The rate at which I am falling in love with once detested vegetables, it should be no time at all before I revisit parsnips. However, having once had a run-in with furanocoumarins, which I now call "Furnace-You-Morons" due to the nasty burn I got from skin contact with a field of them in bloom, I think I'll pass. Like the time I went out in the sun after trying a cup of St John's wort tea, only a hundred times worse. I may never say "Oh, look at the pretty flowers!" again.
But Rutabaga is innocent in all of this, and after seeing a middle-aged gentleman pick one up in the grocery store, gaze at it lovingly, and put it in his shopping cart, I decided I must have missed something the first time around. It has been years and years and I still remember how much I disliked the first one I ever tasted.
I had three additional ulterior motives in buying this rutabaga. I wanted to show off the new way I learned to peel root vegetables using an apple corner to protect my fingers.
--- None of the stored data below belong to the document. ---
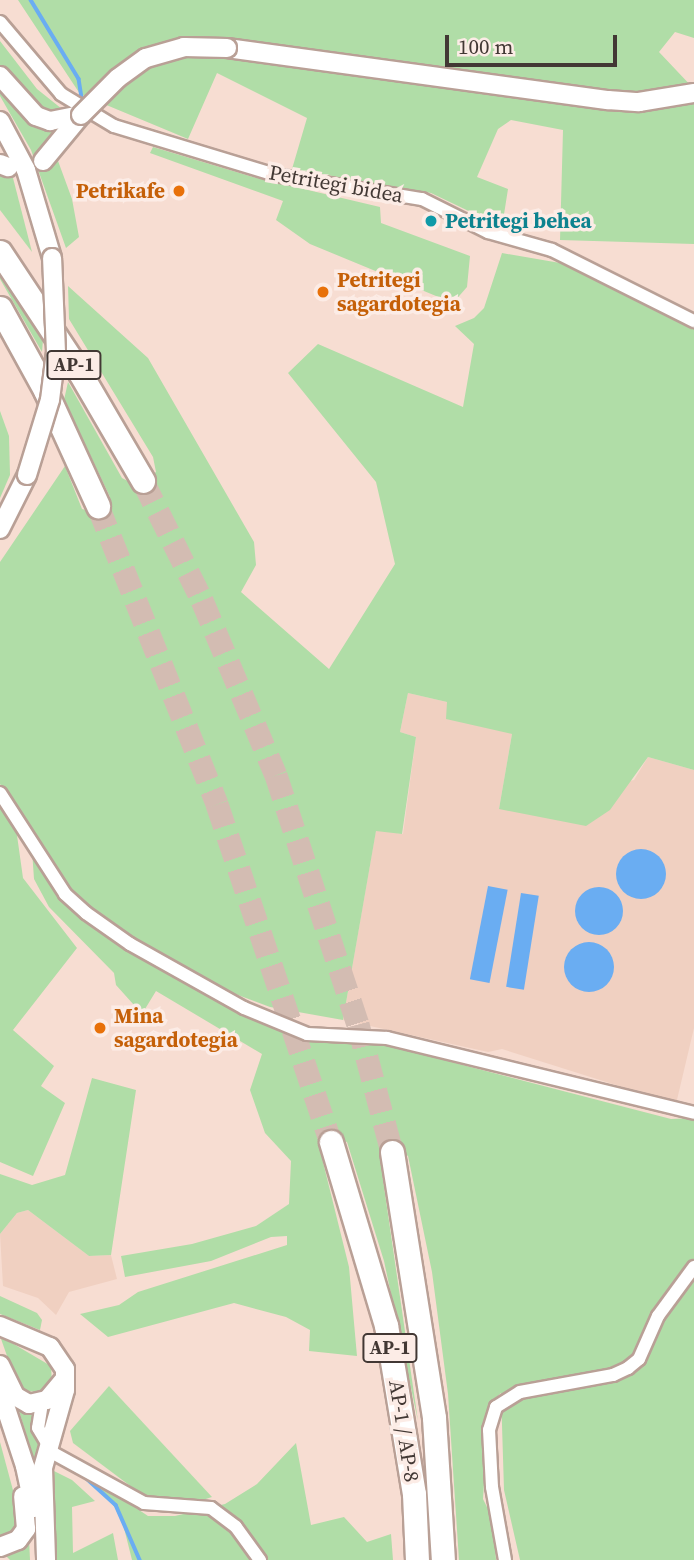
<!DOCTYPE html>
<html>
<head>
<meta charset="utf-8">
<style>
	body { margin:0 }
	#map { position:relative; width:694px; height:1560px; overflow:hidden; background:#f7ddd2; font-family:"Source Serif 4",serif }
	div>[style] { position:absolute }
	.built>* { inset:0; background:#f0d0c1 }
	.green>* { inset:0; background:#b0dda7 }
	.water>* { inset:0; background:#6aadf2; transform-origin:0 0 }
	.round { border-radius:50% }
	.stream>* { height:3.5px; margin:-1.75px; padding:0 1.75px; transform-origin:1.75px; border-radius:1.75px; background:#6aadf2 }
	.highway-tunnel>* { height:23px; margin-top:-11.5px; transform-origin:0; background:repeating-linear-gradient(90deg,#d3bcb2 0 23px,transparent 0 34px) }
	.roads { filter:drop-shadow(2px 0 #b9a096) drop-shadow(-2px 0 #b9a096) drop-shadow(0 2px #b9a096) drop-shadow(0 -2px #b9a096) }
	.street>* { height:12px; margin:-6px; padding:0 6px; transform-origin:6px; border-radius:6px; background:#fff }
	.secondary>* { height:18px; margin:-9px; padding:0 9px; transform-origin:9px; border-radius:9px; background:#fff }
	.highway>* { height:23px; margin:-11.5px; padding:0 11.5px; transform-origin:11.5px; border-radius:11.5px; background:#fff }
	.bridges { filter:drop-shadow(2px 0 #b9a096) drop-shadow(-2px 0 #b9a096) drop-shadow(0 2px #b9a096) drop-shadow(0 -2px #b9a096) }
	.secondary-bridge>* { height:18px; margin:-9px; padding:0 9px; transform-origin:9px; border-radius:9px; background:#fff }
	.dots>* { width:19px; height:19px; translate:-50% -50%; box-sizing:border-box; border:4px solid #fcece6; border-radius:50% }
	span { translate:-50% -50%; white-space:nowrap; text-align:center; line-height:1.15; -webkit-text-stroke:7px #fcece6; paint-order:stroke }
	.shield-label span { padding:2px 5px; background:#fcece6; border:2px solid; border-radius:5px; -webkit-text-stroke-width:0 }
	.shield-label { font-size:19px; color:#423834; font-weight:700 }
	.street-label { font-size:21px; color:#423834 }
	.food-label { font-size:21px; color:#c56008; font-weight:700 }
	.right { translate:-100% -50%; text-align:right }
	.left { translate:0 -50%; text-align:left }
	.culture-label { font-size:21px; color:#0d838f; font-weight:700 }
	.scale { position:absolute; left:445px; top:35px; width:172px; height:32px; box-sizing:border-box; border:4px solid #423834; border-top:0; padding-left:9px; font-size:21px; line-height:24px; white-space:nowrap; color:#423834; -webkit-text-stroke:5px #fcece6; paint-order:stroke }
</style>
</head>
<body>
<div id="map">
	<div class="built">
		<div style="clip-path:polygon(408px 693px,447px 702px,512px 734px,499px 809px,634px 780px,648px 757px,694px 770px,694px 1028px,676px 1104px,502px 1049px,488px 1052px,343px 1020px,376px 830px,403px 834px,416px 737px,400px 732px)"></div>
		<div style="clip-path:polygon(28px 1210px,89px 1256px,111px 1255px,117px 1279px,69px 1292px,56px 1315px,38px 1298px,3px 1286px,0 1234px,17px 1213px)"></div>
	</div>
	<div class="green">
		<div style="clip-path:polygon(18px 0,694px 0,694px 38px,675px 32px,659px 52px,694px 89px,694px 244px,560px 240px,563px 130px,511px 120px,498px 129px,477px 177px,508px 189px,502px 227px,431px 193px,292px 169px,307px 118px,217px 73px,188px 139px,80px 94px)"></div>
		<div style="clip-path:polygon(0 41px,37px 89px,77px 121px,50px 139px,72px 199px,79px 237px,66px 248px,31px 150px,0 96px)"></div>
		<div style="clip-path:polygon(153px 147px,253px 177px,380px 207px,381px 223px,470px 256px,467px 287px,453px 303px,310px 244px,276px 220px,283px 201px,150px 153px)"></div>
		<div style="clip-path:polygon(0 176px,13px 178px,32px 252px,0 210px)"></div>
		<div style="clip-path:polygon(502px 253px,566px 264px,694px 328px,694px 770px,648px 757px,610px 810px,586px 826px,499px 809px,512px 734px,446px 719px,447px 702px,408px 693px,400px 732px,416px 737px,402px 834px,376px 831px,343px 1020px,270px 1007px,230px 992px,148px 949px,85px 905px,66px 884px,0 784px,0 562px,65px 466px,82px 509px,93px 512px,105px 508px,110px 497px,64px 400px,68px 382px,122px 478px,137px 486px,156px 472px,153px 457px,69px 319px,68px 286px,148px 358px,254px 542px,256px 565px,241px 592px,329px 669px,395px 564px,376px 482px,288px 373px,318px 344px,463px 407px,474px 344px,455px 326px,474px 318px,484px 308px)"></div>
		<div style="clip-path:polygon(0 275px,43px 340px,42px 352px,0 279px)"></div>
		<div style="clip-path:polygon(0 411px,9px 436px,10px 475px,0 498px)"></div>
		<div style="clip-path:polygon(0 800px,15px 821px,23px 878px,77px 948px,13px 1030px,54px 1066px,41px 1086px,65px 1103px,33px 1176px,0 1162px)"></div>
		<div style="clip-path:polygon(32px 850px,60px 895px,139px 954px,265px 1024px,309px 1041px,382px 1044px,671px 1119px,694px 1118px,694px 1560px,520px 1560px,504px 1490px,501px 1393px,489px 1404px,483px 1499px,494px 1521px,496px 1560px,459px 1560px,448px 1394px,432px 1272px,408px 1156px,393px 1147px,380px 1159px,418px 1421px,384px 1261px,347px 1142px,329px 1137px,320px 1150px,349px 1267px,357px 1356px,309px 1351px,310px 1330px,286px 1317px,234px 1303px,108px 1337px,80px 1314px,119px 1305px,138px 1292px,287px 1245px,287px 1236px,271px 1237px,211px 1261px,125px 1277px,121px 1256px,192px 1244px,256px 1226px,289px 1204px,291px 1161px,265px 1133px,250px 1090px,262px 1054px,156px 991px,142px 1014px,116px 985px,114px 973px,49px 907px,34px 879px)"></div>
		<div style="clip-path:polygon(92px 1078px,136px 1090px,111px 1255px,89px 1256px,28px 1210px,17px 1213px,0 1234px,0 1174px,32px 1185px,65px 1175px)"></div>
		<div style="clip-path:polygon(0 1296px,37px 1313px,42px 1320px,40px 1330px,0 1314px)"></div>
		<div style="clip-path:polygon(0 1336px,51px 1366px,52px 1383px,45px 1393px,19px 1390px)"></div>
		<div style="clip-path:polygon(109px 1386px,212px 1497px,193px 1503px,149px 1500px,73px 1443px,70px 1431px)"></div>
		<div style="clip-path:polygon(18px 1408px,33px 1411px,33px 1427px,42px 1448px,37px 1468px)"></div>
		<div style="clip-path:polygon(0 1442px,21px 1520px,15px 1531px,0 1537px)"></div>
		<div style="clip-path:polygon(296px 1443px,311px 1525px,344px 1517px,367px 1542px,391px 1534px,393px 1560px,132px 1560px,120px 1512px,81px 1471px,148px 1516px,175px 1516px,225px 1504px,257px 1484px)"></div>
		<div style="clip-path:polygon(54px 1471px,72px 1480px,95px 1501px,72px 1507px,73px 1553px,113px 1533px,118px 1560px,55px 1560px)"></div>
		<div style="clip-path:polygon(29px 1538px,30px 1560px,10px 1560px,4px 1554px)"></div>
	</div>
	<div class="water">
		<div class="round" style="left:616px;top:849px;width:50px;height:50px"></div>
		<div style="left:488px;top:886px;width:20px;height:95px;rotate:11deg"></div>
		<div class="round" style="left:575px;top:887px;width:48px;height:48px"></div>
		<div style="left:521px;top:893px;width:18px;height:95px;rotate:9deg"></div>
		<div class="round" style="left:564px;top:942px;width:50px;height:50px"></div>
	</div>
	<div class="stream">
		<div style="left:31px;top:0;width:92px;rotate:58.7deg"></div>
		<div style="left:79px;top:79px;width:18px;rotate:81deg"></div>
		<div style="left:84px;top:1476px;width:43px;rotate:42.2deg"></div>
		<div style="left:116px;top:1505px;width:60px;rotate:66.4deg"></div>
	</div>
	<div class="highway-tunnel">
		<div style="left:143px;top:481px;width:133px;rotate:63.6deg"></div>
		<div style="left:202px;top:600px;width:190px;rotate:67.1deg"></div>
		<div style="left:276px;top:775px;width:262px;rotate:71.8deg"></div>
		<div style="left:358px;top:1024px;width:132px;rotate:75.1deg"></div>
		<div style="left:98px;top:506px;width:321px;rotate:68.2deg"></div>
		<div style="left:217px;top:804px;width:357px;rotate:71.4deg"></div>
	</div>
	<div class="roads">
		<div class="street">
			<div style="left:0;top:22px;width:94px;rotate:49.7deg"></div>
			<div style="left:61px;top:94px;width:62px;rotate:31.1deg"></div>
			<div style="left:114px;top:126px;width:168px;rotate:16.9deg"></div>
			<div style="left:275px;top:175px;width:149px;rotate:9.3deg"></div>
			<div style="left:422px;top:199px;width:74px;rotate:26.6deg"></div>
			<div style="left:488px;top:232px;width:66px;rotate:15.7deg"></div>
			<div style="left:552px;top:250px;width:159px;rotate:26.6deg"></div>
			<div style="left:0;top:793px;width:120px;rotate:57.2deg"></div>
			<div style="left:65px;top:894px;width:28px;rotate:42deg"></div>
			<div style="left:86px;top:913px;width:54px;rotate:35.2deg"></div>
			<div style="left:130px;top:944px;width:131px;rotate:29.3deg"></div>
			<div style="left:244px;top:1008px;width:68px;rotate:22.4deg"></div>
			<div style="left:307px;top:1034px;width:80px;rotate:2.9deg"></div>
			<div style="left:387px;top:1038px;width:316px;rotate:13.7deg"></div>
			<div style="left:42px;top:1403px;width:25px;rotate:99deg"></div>
			<div style="left:38px;top:1428px;width:29px;rotate:59deg"></div>
			<div style="left:53px;top:1453px;width:104px;rotate:28.8deg"></div>
			<div style="left:144px;top:1503px;width:67px;rotate:4.3deg"></div>
			<div style="left:211px;top:1508px;width:31px;rotate:37deg"></div>
			<div style="left:236px;top:1527px;width:41px;rotate:54deg"></div>
			<div style="left:505px;top:1560px;width:74px;rotate:-100.1deg"></div>
			<div style="left:492px;top:1487px;width:57px;rotate:-93deg"></div>
			<div style="left:489px;top:1430px;width:24px;rotate:-73deg"></div>
			<div style="left:496px;top:1407px;width:28px;rotate:-32deg"></div>
			<div style="left:520px;top:1392px;width:95px;rotate:-10.4deg"></div>
			<div style="left:613px;top:1375px;width:17px;rotate:-25deg"></div>
			<div style="left:628px;top:1368px;width:14px;rotate:-39deg"></div>
			<div style="left:639px;top:1359px;width:47px;rotate:-66.2deg"></div>
			<div style="left:658px;top:1316px;width:61px;rotate:-53.7deg"></div>
		</div>
		<div class="secondary">
			<div style="left:227px;top:48px;width:385px;rotate:7.8deg"></div>
			<div style="left:608px;top:100px;width:31px;rotate:4deg"></div>
			<div style="left:639px;top:102px;width:56px;rotate:-9.3deg"></div>
			<div style="left:0;top:76px;width:54px;rotate:48deg"></div>
			<div style="left:36px;top:116px;width:15px;rotate:20deg"></div>
			<div style="left:50px;top:121px;width:32px;rotate:-11deg"></div>
			<div style="left:0;top:121px;width:55px;rotate:62deg"></div>
			<div style="left:26px;top:170px;width:92px;rotate:73.5deg"></div>
			<div style="left:43px;top:161px;width:60px;rotate:-50.4deg"></div>
			<div style="left:0;top:164px;width:9px;rotate:21deg"></div>
			<div style="left:0;top:529px;width:60px;rotate:-63.4deg"></div>
			<div style="left:0;top:1326px;width:54px;rotate:22.8deg"></div>
			<div style="left:50px;top:1347px;width:27px;rotate:56deg"></div>
			<div style="left:65px;top:1369px;width:21px;rotate:90deg"></div>
			<div style="left:65px;top:1390px;width:81px;rotate:105.8deg"></div>
			<div style="left:43px;top:1468px;width:92px;rotate:88.1deg"></div>
			<div style="left:0;top:1365px;width:34px;rotate:64deg"></div>
			<div style="left:15px;top:1396px;width:16px;rotate:30deg"></div>
			<div style="left:29px;top:1404px;width:18px;rotate:-13deg"></div>
			<div style="left:47px;top:1400px;width:26px;rotate:-50deg"></div>
			<div style="left:0;top:1390px;width:80px;rotate:71.8deg"></div>
			<div style="left:25px;top:1466px;width:43px;rotate:77.9deg"></div>
			<div style="left:0;top:1547px;width:19px;rotate:-21deg"></div>
			<div style="left:18px;top:1540px;width:14px;rotate:-54deg"></div>
			<div style="left:26px;top:1529px;width:33px;rotate:-95deg"></div>
		</div>
		<div class="highway">
			<div style="left:0;top:252px;width:145px;rotate:56.5deg"></div>
			<div style="left:80px;top:373px;width:125px;rotate:59.7deg"></div>
			<div style="left:0;top:308px;width:94px;rotate:61.2deg"></div>
			<div style="left:45px;top:390px;width:128px;rotate:65.4deg"></div>
			<div style="left:331px;top:1142px;width:191px;rotate:73.3deg"></div>
			<div style="left:386px;top:1325px;width:171px;rotate:80.6deg"></div>
			<div style="left:414px;top:1494px;width:66px;rotate:87.4deg"></div>
			<div style="left:392px;top:1152px;width:269px;rotate:81deg"></div>
			<div style="left:434px;top:1418px;width:142px;rotate:86.4deg"></div>
		</div>
	</div>
	<div class="bridges">
		<div class="secondary-bridge">
			<div style="left:81px;top:115px;width:52px;rotate:-45deg"></div>
			<div style="left:118px;top:78px;width:34px;rotate:-36deg"></div>
			<div style="left:146px;top:58px;width:40px;rotate:-16deg"></div>
			<div style="left:184px;top:47px;width:43px;rotate:1.3deg"></div>
			<div style="left:27px;top:475px;width:78px;rotate:-73deg"></div>
			<div style="left:50px;top:400px;width:48px;rotate:-82.9deg"></div>
			<div style="left:56px;top:352px;width:94px;rotate:-92.4deg"></div>
		</div>
	</div>
	<div class="dots">
		<div style="left:179px;top:191px;background:#e8710a"></div>
		<div style="left:431px;top:221px;background:#0f9aa8"></div>
		<div style="left:323px;top:292px;background:#e8710a"></div>
		<div style="left:100px;top:1028px;background:#e8710a"></div>
	</div>
	<div class="shield-label">
		<span style="left:74px;top:365px">AP-1</span>
		<span style="left:390px;top:1348px">AP-1</span>
	</div>
	<div class="street-label">
		<span style="left:336px;top:184px;rotate:10deg">Petritegi bidea</span>
		<span style="left:404px;top:1431px;rotate:81deg">AP-1 / AP-8</span>
	</div>
	<div class="food-label">
		<span class="right" style="left:165px;top:191px">Petrikafe</span>
		<span class="left" style="left:337px;top:292px">Petritegi<br>sagardotegia</span>
		<span class="left" style="left:114px;top:1028px">Mina<br>sagardotegia</span>
	</div>
	<div class="culture-label">
		<span class="left" style="left:445px;top:221px">Petritegi behea</span>
	</div>
	<div class="scale">100 m</div>
</div>
</body>
</html>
Works with carrots, potatoes, beets, too, and now rutabaga! Yay! Can't wait to try this method on a kohlrabi.
Another reason was to see how well they would grate in the Nutrislicer. Wow, fluffy! Just right for roasting.
Then too, I wanted to try adding rutabaga greens to my window sill microgreens garden.
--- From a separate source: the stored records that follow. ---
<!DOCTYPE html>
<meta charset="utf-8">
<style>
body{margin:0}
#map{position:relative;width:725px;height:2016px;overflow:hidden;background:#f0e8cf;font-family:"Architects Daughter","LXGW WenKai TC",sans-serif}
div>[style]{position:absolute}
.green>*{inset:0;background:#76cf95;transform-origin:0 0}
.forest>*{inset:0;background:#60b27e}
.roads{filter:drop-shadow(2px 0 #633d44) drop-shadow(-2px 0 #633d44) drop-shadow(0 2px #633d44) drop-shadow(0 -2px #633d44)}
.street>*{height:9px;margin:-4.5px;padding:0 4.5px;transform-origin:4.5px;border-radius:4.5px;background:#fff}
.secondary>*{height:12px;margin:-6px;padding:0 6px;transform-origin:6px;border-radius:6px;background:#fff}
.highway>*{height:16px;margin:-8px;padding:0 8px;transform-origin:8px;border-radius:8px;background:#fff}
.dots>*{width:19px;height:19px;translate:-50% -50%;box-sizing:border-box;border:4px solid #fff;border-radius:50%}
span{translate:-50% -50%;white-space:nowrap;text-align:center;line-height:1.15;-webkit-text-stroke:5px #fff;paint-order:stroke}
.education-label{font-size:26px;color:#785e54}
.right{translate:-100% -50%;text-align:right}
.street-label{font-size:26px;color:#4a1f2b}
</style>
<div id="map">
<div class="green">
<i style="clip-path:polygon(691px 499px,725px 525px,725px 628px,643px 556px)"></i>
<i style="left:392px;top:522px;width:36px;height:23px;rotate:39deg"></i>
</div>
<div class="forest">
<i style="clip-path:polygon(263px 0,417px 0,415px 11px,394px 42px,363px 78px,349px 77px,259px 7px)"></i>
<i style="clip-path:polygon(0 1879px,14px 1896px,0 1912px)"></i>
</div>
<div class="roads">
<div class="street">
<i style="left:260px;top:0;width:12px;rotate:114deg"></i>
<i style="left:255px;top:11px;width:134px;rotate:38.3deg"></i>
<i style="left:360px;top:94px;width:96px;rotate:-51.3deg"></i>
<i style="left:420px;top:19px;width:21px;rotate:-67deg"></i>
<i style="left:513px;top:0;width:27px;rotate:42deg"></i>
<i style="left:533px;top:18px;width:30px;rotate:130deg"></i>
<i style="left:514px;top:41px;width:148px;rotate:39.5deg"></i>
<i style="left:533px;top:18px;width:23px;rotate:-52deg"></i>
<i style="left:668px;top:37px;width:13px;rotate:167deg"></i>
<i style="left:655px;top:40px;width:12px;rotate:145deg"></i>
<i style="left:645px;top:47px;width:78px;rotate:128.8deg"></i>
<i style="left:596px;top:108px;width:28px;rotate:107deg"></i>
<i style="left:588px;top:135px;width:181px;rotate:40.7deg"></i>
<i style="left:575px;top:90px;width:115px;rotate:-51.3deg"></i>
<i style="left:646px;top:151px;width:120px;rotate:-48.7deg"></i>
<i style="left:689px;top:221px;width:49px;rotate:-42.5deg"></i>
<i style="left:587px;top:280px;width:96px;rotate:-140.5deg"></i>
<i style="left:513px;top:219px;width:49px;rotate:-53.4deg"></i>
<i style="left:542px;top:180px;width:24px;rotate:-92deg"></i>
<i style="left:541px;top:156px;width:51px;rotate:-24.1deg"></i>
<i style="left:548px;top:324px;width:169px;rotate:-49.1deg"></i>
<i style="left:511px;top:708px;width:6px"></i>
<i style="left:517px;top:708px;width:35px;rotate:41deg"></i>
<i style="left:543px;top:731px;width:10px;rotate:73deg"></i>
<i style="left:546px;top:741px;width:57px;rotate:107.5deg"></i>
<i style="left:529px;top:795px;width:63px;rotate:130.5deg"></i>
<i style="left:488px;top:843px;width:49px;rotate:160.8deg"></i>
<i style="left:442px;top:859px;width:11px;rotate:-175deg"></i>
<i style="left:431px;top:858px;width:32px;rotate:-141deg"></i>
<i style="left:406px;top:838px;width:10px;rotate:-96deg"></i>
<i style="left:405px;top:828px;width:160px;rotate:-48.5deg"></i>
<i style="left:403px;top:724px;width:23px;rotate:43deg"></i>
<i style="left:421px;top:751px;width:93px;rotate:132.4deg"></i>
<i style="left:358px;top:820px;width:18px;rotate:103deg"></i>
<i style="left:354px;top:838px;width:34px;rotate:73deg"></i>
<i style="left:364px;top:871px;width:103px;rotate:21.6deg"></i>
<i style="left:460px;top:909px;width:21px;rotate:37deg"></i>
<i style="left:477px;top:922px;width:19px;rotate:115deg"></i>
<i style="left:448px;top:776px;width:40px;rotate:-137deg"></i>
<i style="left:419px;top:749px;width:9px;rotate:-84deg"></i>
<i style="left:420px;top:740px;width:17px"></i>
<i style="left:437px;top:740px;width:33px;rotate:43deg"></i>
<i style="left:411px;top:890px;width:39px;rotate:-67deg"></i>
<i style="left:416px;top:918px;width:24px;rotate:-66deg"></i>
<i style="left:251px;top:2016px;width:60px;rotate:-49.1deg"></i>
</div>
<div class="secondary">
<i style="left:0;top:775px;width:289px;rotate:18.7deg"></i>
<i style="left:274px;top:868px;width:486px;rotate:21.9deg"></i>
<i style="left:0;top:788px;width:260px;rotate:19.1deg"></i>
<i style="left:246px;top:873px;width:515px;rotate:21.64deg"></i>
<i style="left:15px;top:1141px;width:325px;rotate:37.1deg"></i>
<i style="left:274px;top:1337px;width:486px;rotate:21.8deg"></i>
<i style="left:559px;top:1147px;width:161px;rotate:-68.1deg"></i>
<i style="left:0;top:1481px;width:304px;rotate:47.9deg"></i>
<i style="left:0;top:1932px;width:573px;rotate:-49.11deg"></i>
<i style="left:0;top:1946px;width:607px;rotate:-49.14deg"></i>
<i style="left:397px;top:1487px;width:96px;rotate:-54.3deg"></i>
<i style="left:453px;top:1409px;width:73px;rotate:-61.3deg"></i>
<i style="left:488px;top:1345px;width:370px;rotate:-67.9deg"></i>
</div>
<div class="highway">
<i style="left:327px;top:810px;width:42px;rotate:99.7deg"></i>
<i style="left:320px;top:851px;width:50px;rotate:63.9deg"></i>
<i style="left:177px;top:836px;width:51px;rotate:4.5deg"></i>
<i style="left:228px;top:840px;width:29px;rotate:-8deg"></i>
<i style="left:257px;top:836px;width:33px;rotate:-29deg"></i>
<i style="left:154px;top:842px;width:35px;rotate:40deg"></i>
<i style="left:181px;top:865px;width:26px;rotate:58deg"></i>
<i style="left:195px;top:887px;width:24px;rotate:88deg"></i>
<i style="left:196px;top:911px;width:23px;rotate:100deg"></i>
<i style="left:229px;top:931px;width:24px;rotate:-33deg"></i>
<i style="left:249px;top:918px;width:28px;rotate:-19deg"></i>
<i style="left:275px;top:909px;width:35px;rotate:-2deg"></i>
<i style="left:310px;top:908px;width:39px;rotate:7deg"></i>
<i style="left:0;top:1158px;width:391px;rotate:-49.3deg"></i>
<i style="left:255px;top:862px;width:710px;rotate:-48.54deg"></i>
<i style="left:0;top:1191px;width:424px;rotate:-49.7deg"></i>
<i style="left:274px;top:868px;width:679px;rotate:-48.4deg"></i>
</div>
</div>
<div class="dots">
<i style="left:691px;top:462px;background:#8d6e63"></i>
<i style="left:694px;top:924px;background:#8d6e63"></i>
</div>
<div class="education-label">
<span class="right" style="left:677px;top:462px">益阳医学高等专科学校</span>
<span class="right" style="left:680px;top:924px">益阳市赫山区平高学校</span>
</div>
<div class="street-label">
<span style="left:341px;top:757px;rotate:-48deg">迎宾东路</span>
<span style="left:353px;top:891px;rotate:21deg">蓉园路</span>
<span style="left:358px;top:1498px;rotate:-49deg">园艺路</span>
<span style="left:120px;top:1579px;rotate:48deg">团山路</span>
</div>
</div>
That was sufficient motivation for buying golden beets, as well, and since they were on sale for the same price as the red ones, I decided to make my first batch of golden kvass.
About nutrition, rutabaga are one of Nature's pain killers, rich with magnesium, manganese, and potassium as well as beta carotine. They also contain vitamin B6.
Golden beet roots have a slightly different nutritional profile than red beets, but the greens are comparable and ideally for maximum nutritional value why not combine all 3?